Se você nunca reparou nisso, comece agora. Quando quero emagrecer, o algoritmo se transforma em um sabotador. Pipocam imagens de pizzas trufadas, cheeseburgers com queijo escorrendo e aqueles sorvetes que pingam só de olhar. Parece que o universo conspira contra meu regime. Mas é só o foco que muda. E, com ele, a lente que usamos. E a lente, meu caro, muda tudo. Uma amiga ficou grávida e, de repente, o mundo se encheu de barrigas. “Onde estava essa multidão de grávidas antes?”, ela me perguntou. “Ué, estavam lá”, respondi. De fato, sempre estiveram. Mas só ficaram visíveis quando o olhar dela estava programado para enxergar.
“A paixão é o Photoshop da realidade: embeleza tudo com a imagem de quem amamos.

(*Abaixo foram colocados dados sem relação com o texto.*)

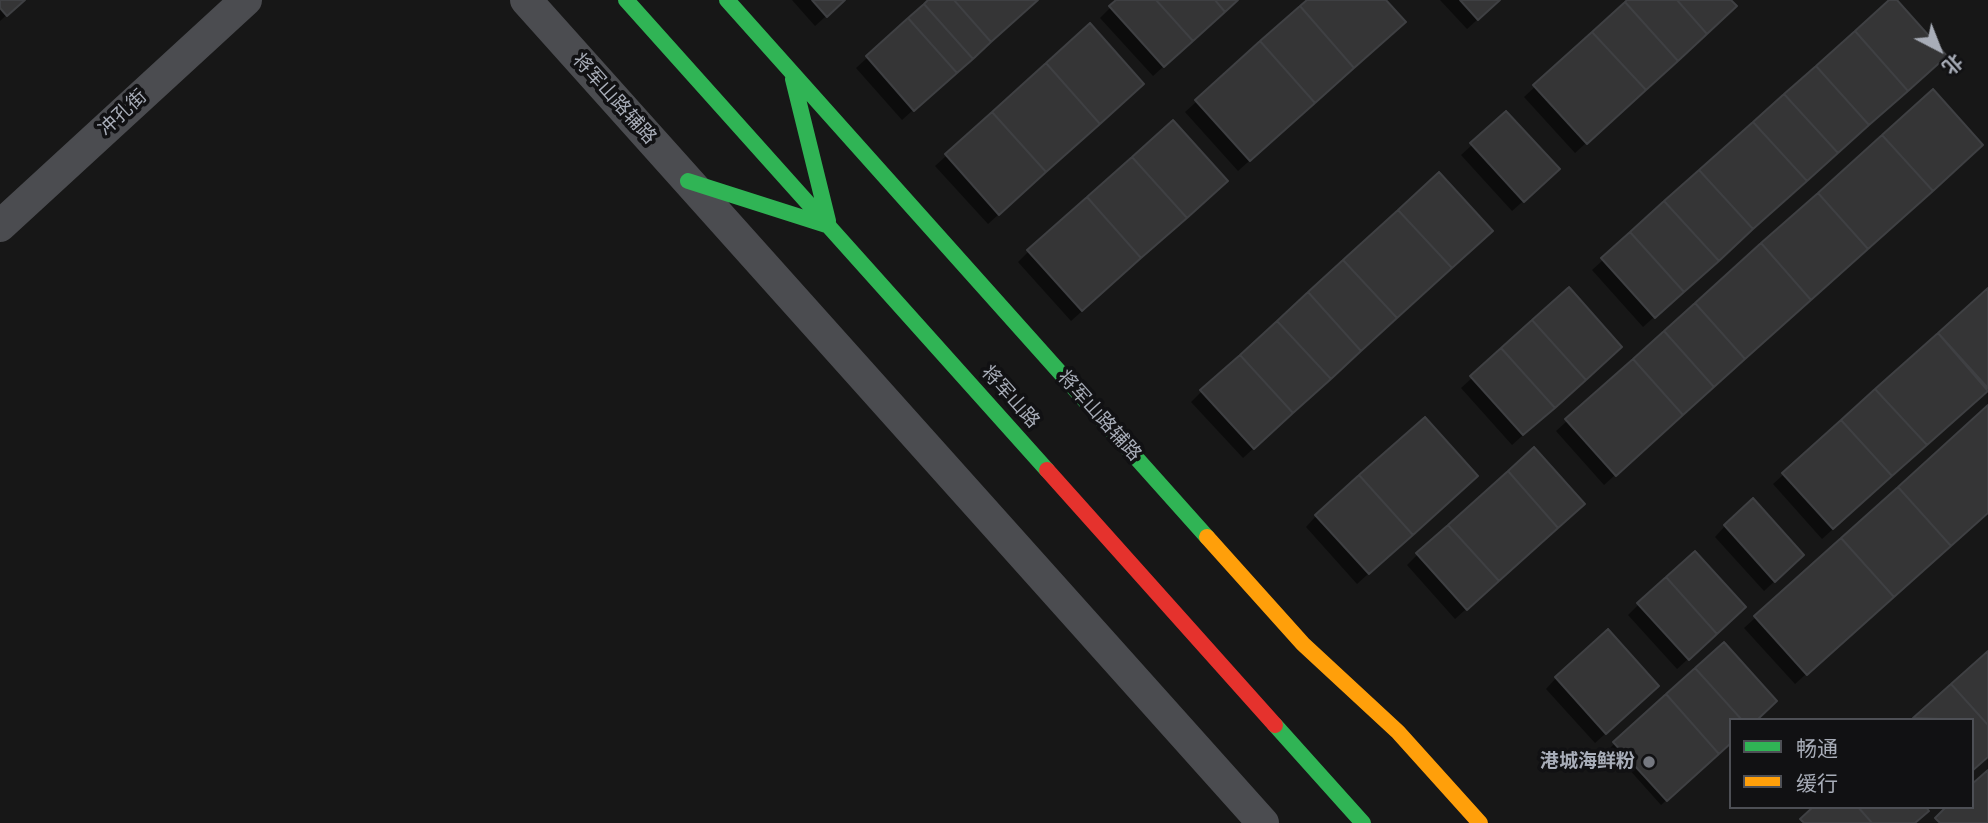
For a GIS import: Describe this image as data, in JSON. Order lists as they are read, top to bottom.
{
  "streets": {
    "street": ["将军山路辅路", "冲孔街", "将军山路"]
  },
  "places": ["港城海鲜粉"],
  "legend": ["畅通", "缓行"],
  "north": "bottom right"
}
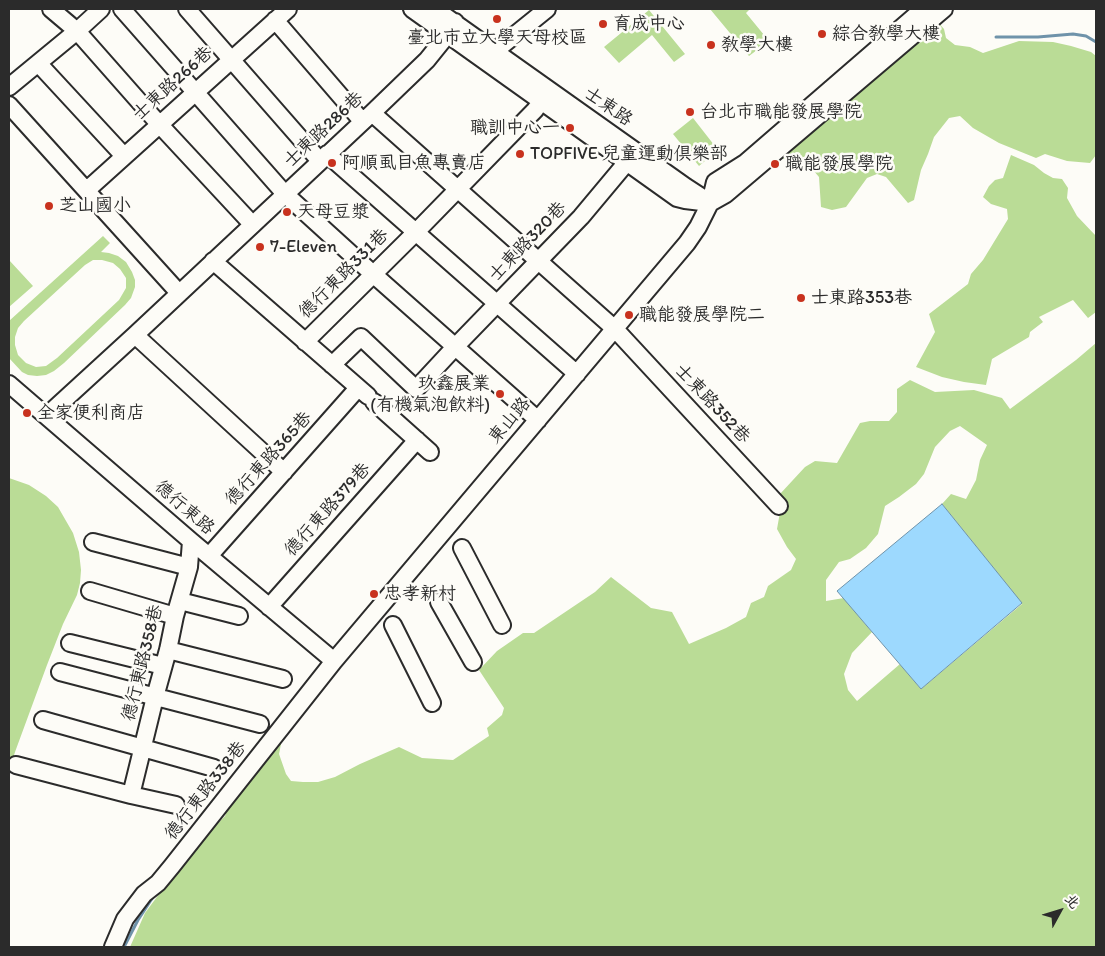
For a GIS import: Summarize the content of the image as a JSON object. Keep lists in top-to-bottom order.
{
  "streets": {
    "street": [
      "士東路266巷",
      "士東路",
      "士東路286巷",
      "士東路320巷",
      "德行東路331巷",
      "士東路352巷",
      "東山路",
      "德行東路365巷",
      "德行東路",
      "德行東路379巷",
      "德行東路358巷",
      "德行東路338巷"
    ]
  },
  "crossings": [
    ["士東路266巷", "士東路352巷"],
    ["士東路", "士東路286巷"],
    ["士東路", "士東路320巷"],
    ["士東路", "德行東路331巷"],
    ["士東路", "東山路"],
    ["士東路286巷", "德行東路331巷"],
    ["士東路286巷", "士東路352巷"],
    ["士東路320巷", "士東路352巷"],
    ["德行東路331巷", "士東路352巷"],
    ["士東路352巷", "東山路"],
    ["東山路", "德行東路"],
    ["東山路", "德行東路338巷"],
    ["德行東路365巷", "德行東路"],
    ["德行東路", "德行東路379巷"],
    ["德行東路", "德行東路358巷"],
    ["德行東路", "德行東路338巷"]
  ],
  "places": [
    "臺北市立大學天母校區",
    "育成中心",
    "綜合教學大樓",
    "教學大樓",
    "台北市職能發展學院",
    "職訓中心一",
    "TOPFIVE 兒童運動俱樂部",
    "阿順虱目魚專賣店",
    "職能發展學院",
    "芝山國小",
    "天母豆漿",
    "7-Eleven",
    "士東路353巷",
    "職能發展學院二",
    "玖鑫展業 (有機氣泡飲料)",
    "全家便利商店",
    "忠孝新村"
  ],
  "north": "top right"
}
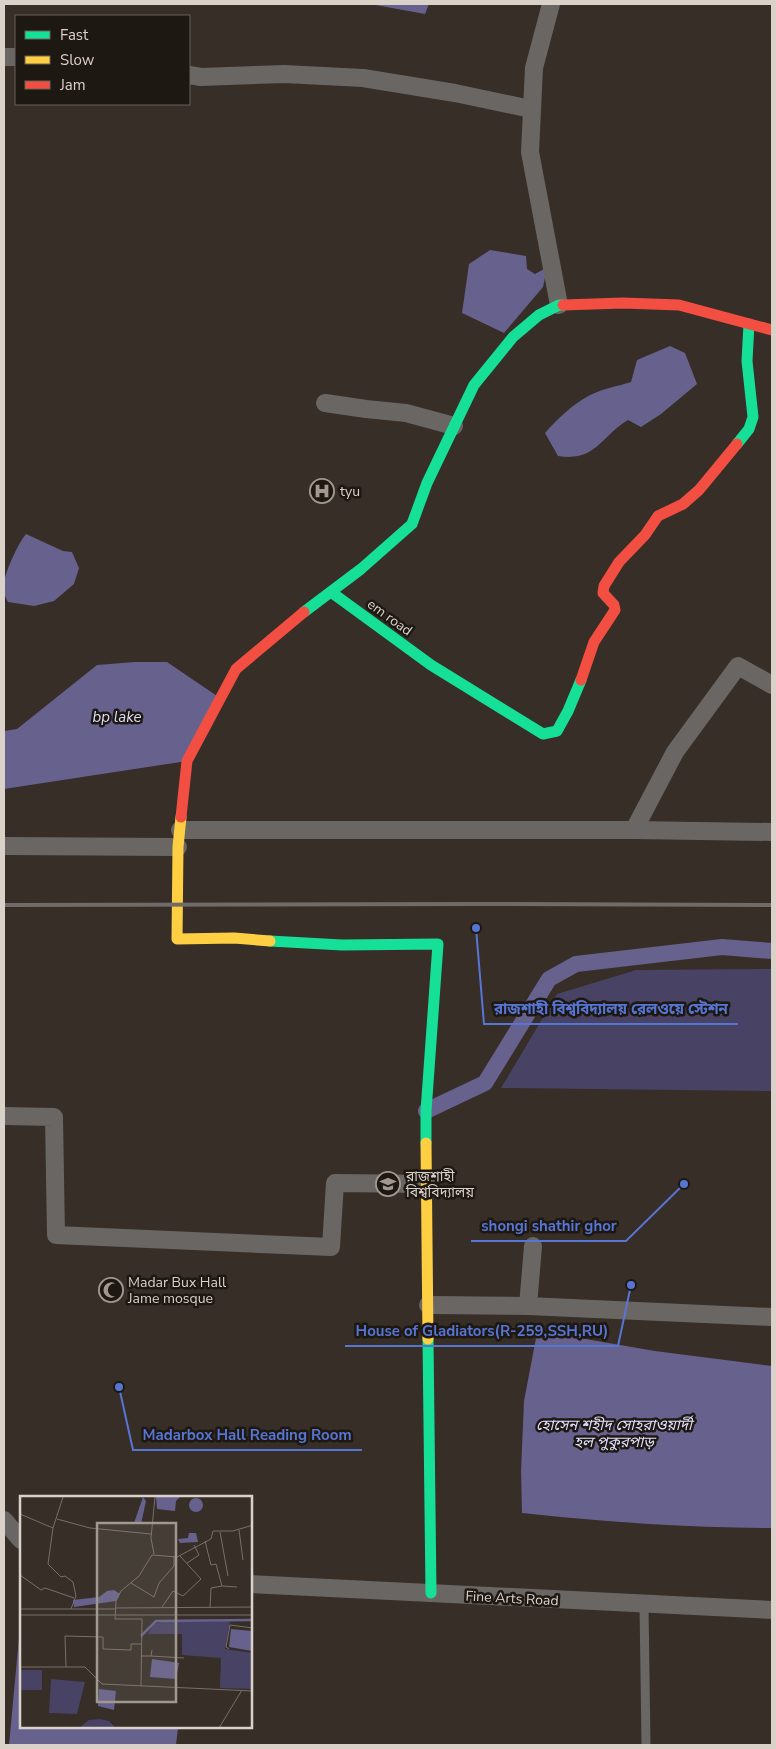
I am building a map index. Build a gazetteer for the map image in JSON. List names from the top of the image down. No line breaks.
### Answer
{"streets":{"street":["em road","Fine Arts Road"]},"water":["bp lake","হোসেন শহীদ সোহরাওয়ার্দী হল পুকুরপাড়"],"places":{"hospital":["tyu"],"other":["রাজশাহী বিশ্ববিদ্যালয় রেলওয়ে স্টেশন","shongi shathir ghor","House of Gladiators(R-259,SSH,RU)","Madarbox Hall Reading Room"],"school or university":["রাজশাহী বিশ্ববিদ্যালয়"],"mosque":["Madar Bux Hall Jame mosque"]},"legend":["Fast","Slow","Jam"]}
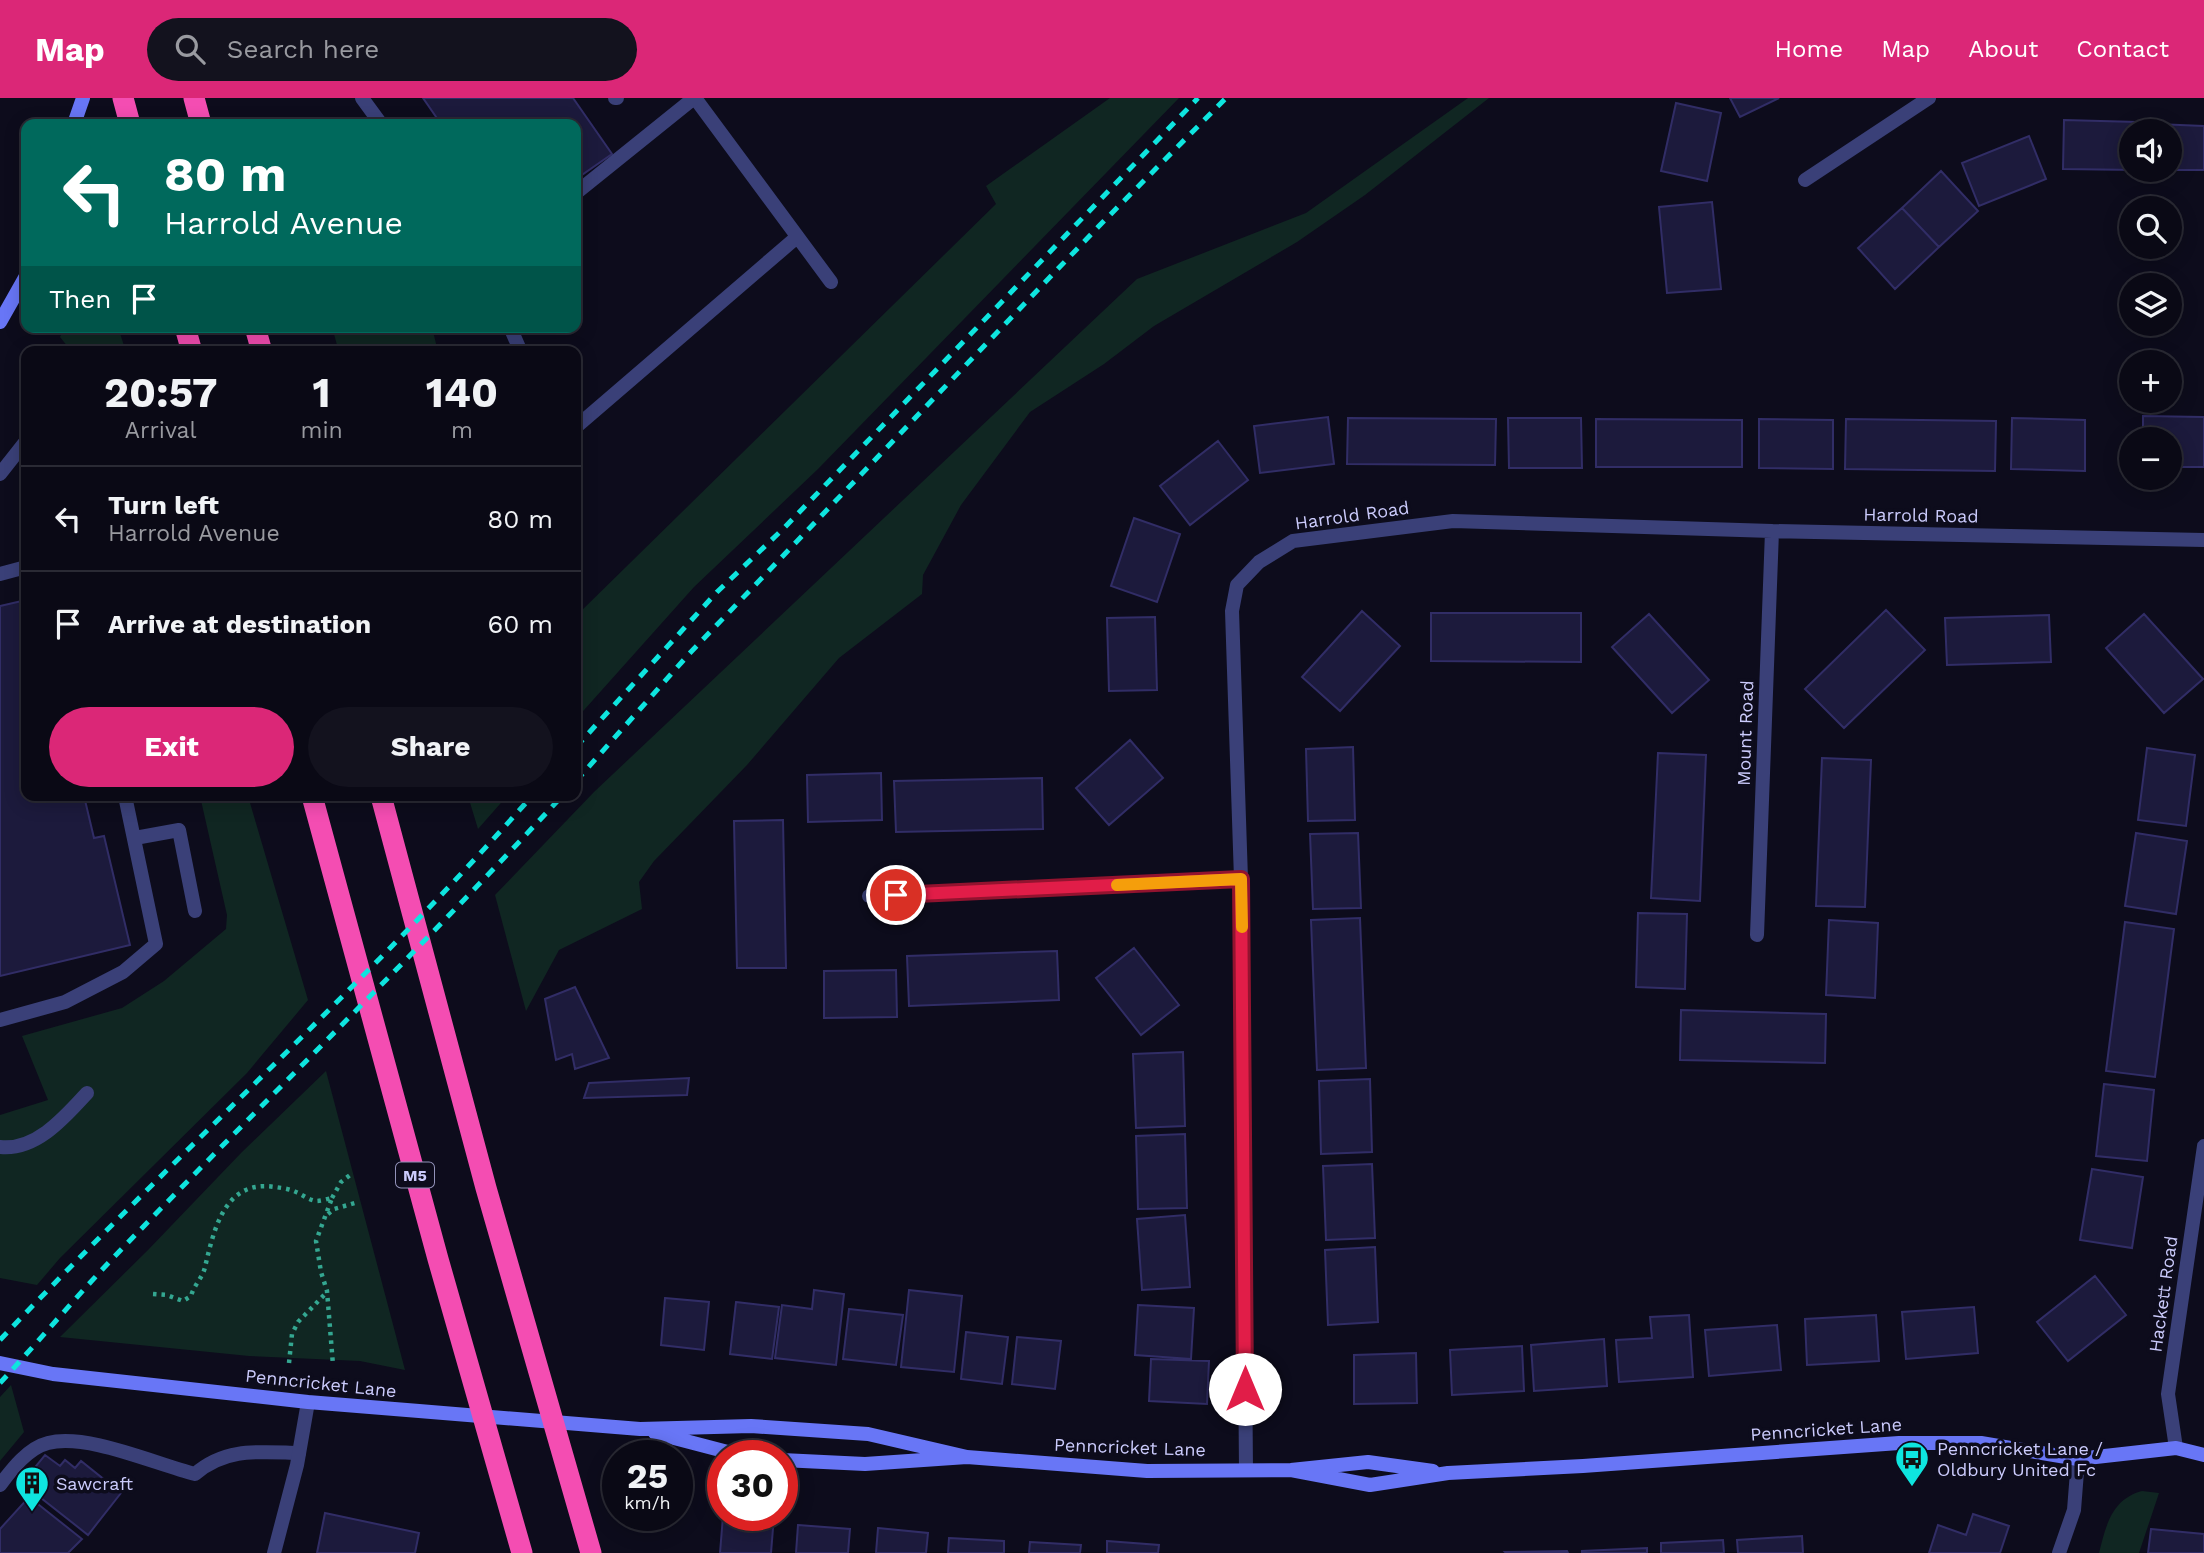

Isso é fascinante”
O amor é o maior hacker do olhar. Quando estamos apaixonados, a pessoa amada aparece em tudo: na musiquinha do elevador, no som ambiente da farmácia, no penteado do lulu-da-pomerânia da vizinha, na garçonete que tem o sorriso semelhante. A paixão é o Photoshop da realidade: embeleza tudo com a imagem de quem amamos. O ódio também: depois da briga e do rompimento, todo olhar torto, ou sorriso de canto de boca, parece uma lápide que lembra o ex. Esse filtro seletivo é fascinante. Revela mais sobre cada um de nós que o espelho. Mostra o que queremos, o que tememos, o que estamos prontos para ver ou evitar. Também explica muita coisa: por que às vezes achamos que todo mundo está nos julgando (quando, na verdade, só estamos julgando a nós mesmos)? Ou por que, depois de levar um fora, o mundo parece um desfile de casais de mãos dadas (e com o sol lindo, que raiva!)?
O olhar é seletivo por natureza: ele filtra, destaca, elimina. E, ao fazer isso, molda a minha, a sua, a nossa experiência no mundo. Não é à toa que tanta gente jura que o universo está mandando sinais. Mas talvez não seja o universo. Talvez sejamos nós mesmos, olhando como quem quer acreditar. Então, da próxima vez que você só enxergar bolos de chocolate quando jurou fazer dieta, ou casais apaixonados quando jurou esquecer alguém, sorria. É só o seu olhar brincando de escolher o que quer ver e aproveitando para dar algumas punhaladas cruéis. E quer saber? Isso pode ser libertador. Porque, se podemos programar o olhar para ver o que queremos, talvez também seja possível ensiná-lo a enxergar o que realmente importa. A vida muda quando mudamos o foco. O mundo continua o mesmo, mas o nosso olhar faz toda a diferença.